ADVANCED ANESTHESIA MONITORING & SURGERY
What makes Pampered Paws unique and an exceptional value is what we include in our surgery prices to ensure the safest anesthesia and surgery possible. We treat all of our patients’ safety the same way a human anesthesiologist treats human patients when undergoing general anesthesia. Our favorite piece of equipment for monitoring anesthesia, is our Esophageal Stethoscope which is attached to an amplifier. This piece of equipment enables every person in the surgery suite to hear every patient’s heartbeat the entire time he/she is anesthetized. In addition, all patients have their heart wave monitored via EKG, their blood pressure monitored via Non-Invasive Blood Pressure, and the percent of oxygen in their lungs monitored via Pulse Oximetry. Trained surgical nurses record our patients’ parameters every 5 minutes on each patient’s anesthesia chart. Our nurses enjoy snuggling with our patients as they wake up from anesthesia.
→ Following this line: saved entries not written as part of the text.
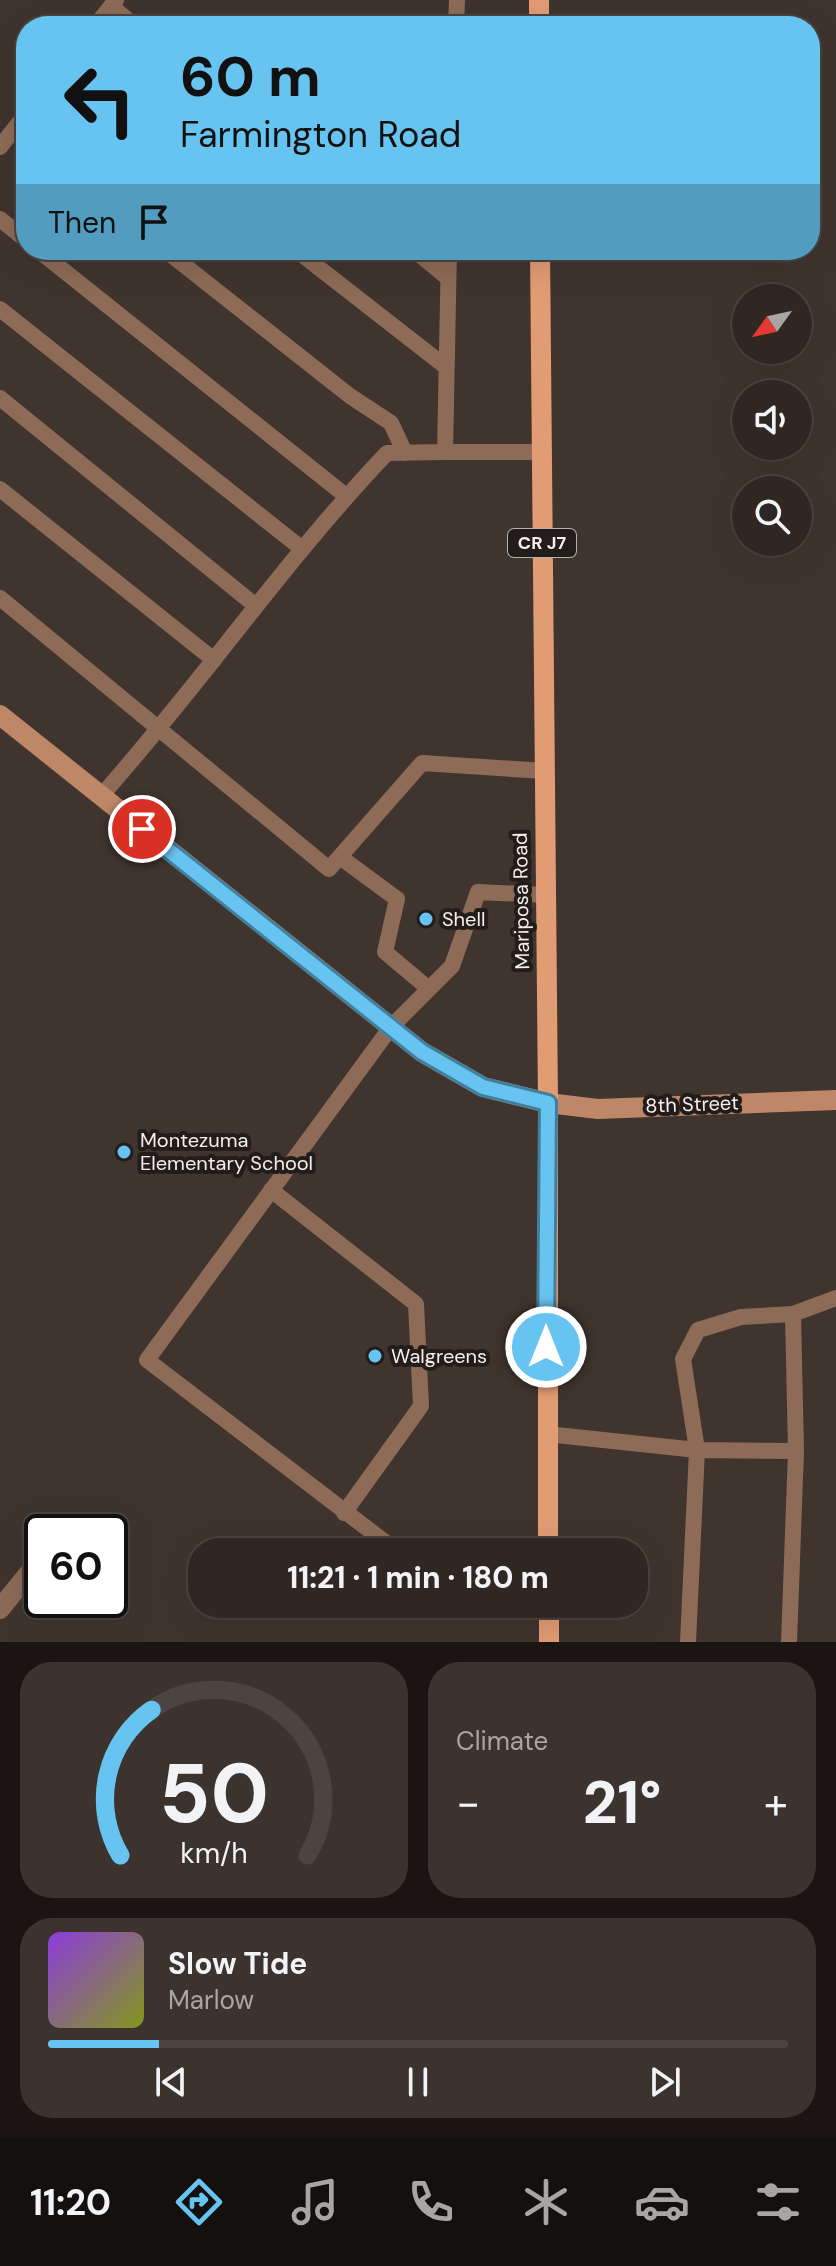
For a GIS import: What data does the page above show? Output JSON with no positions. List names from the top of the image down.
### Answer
{
  "streets": {
    "main road": ["CR J7", "Mariposa Road", "8th Street"]
  },
  "crossings": [
    ["Mariposa Road", "8th Street"]
  ],
  "places": ["Shell", "Montezuma Elementary School", "Walgreens"],
  "north": "bottom left",
  "page": {
    "turn": ["60 m", "Farmington Road"],
    "then": "Then",
    "limit": "60",
    "trip": "11:21 · 1 min · 180 m",
    "tile": "Climate",
    "heat": ["−", "21°", "+"],
    "song": ["Slow Tide", "Marlow"],
    "tabs": "11:20",
    "gauge": ["50", "km/h"]
  }
}
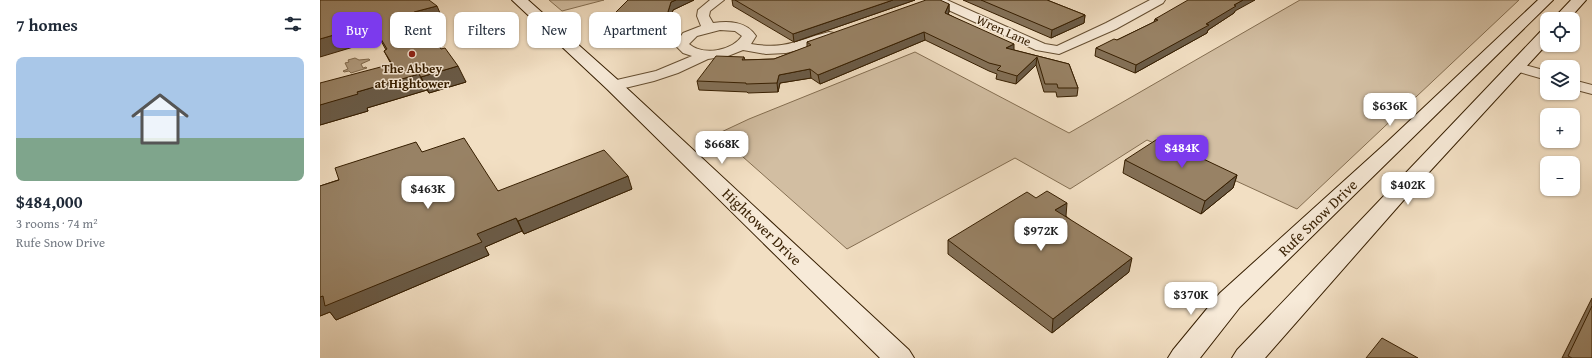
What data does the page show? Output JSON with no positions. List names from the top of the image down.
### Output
{
  "streets": {
    "main road": ["Rufe Snow Drive", "Hightower Drive"],
    "street": ["Wren Lane"]
  },
  "places": ["The Abbey at Hightower"],
  "page": {
    "heading": "7 homes",
    "map_buttons": ["+", "−"],
    "chip": [
      "Buy",
      "Rent",
      "Filters",
      "New",
      "Apartment"
    ],
    "list": [
      {
        "name": "$484,000",
        "note": "3 rooms · 74 m² · Rufe Snow Drive"
      }
    ],
    "price": [
      "$636K",
      "$668K",
      "$484K",
      "$402K",
      "$463K",
      "$972K",
      "$370K"
    ]
  }
}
We administer only the best pain medications so our patients always wake up happy.
Included in our prices, all dog and cat spays and dog neuters:
- Receive an IV catheter & IV fluids- to maintain proper blood pressure, maintain hydration and perfusion/support of all organs, and as a route for immediate administration of emergency medications if the need should ever arise.
- Are intubated (a breathing tube is placed in their trachea) for their safety, to assure accurate ventilation, and precise delivery of gas anesthesia.
- Include sterile technique: sterile prep, sterile surgical pack, and sterile surgical gown.
- Receive pain medicine before, during, and after surgery in addition to send home pain medication.
- Receive exceptional anesthesia monitoring which includes heartbeat amplified via esophageal stethoscope, EGC, NIBP, and Pulse Ox monitoring.
Cat and bunny neuters receive subcutaneous fluids and they are also maintained on gas anesthesia via a mask throughout surgery. Our anesthesia protocols are so safe that most pets are awake within 2 minutes of turning off the anesthesia machine. Since our objective is to minimize your pet’s stress, a nurse holds your pet while he or she recovers from anesthesia.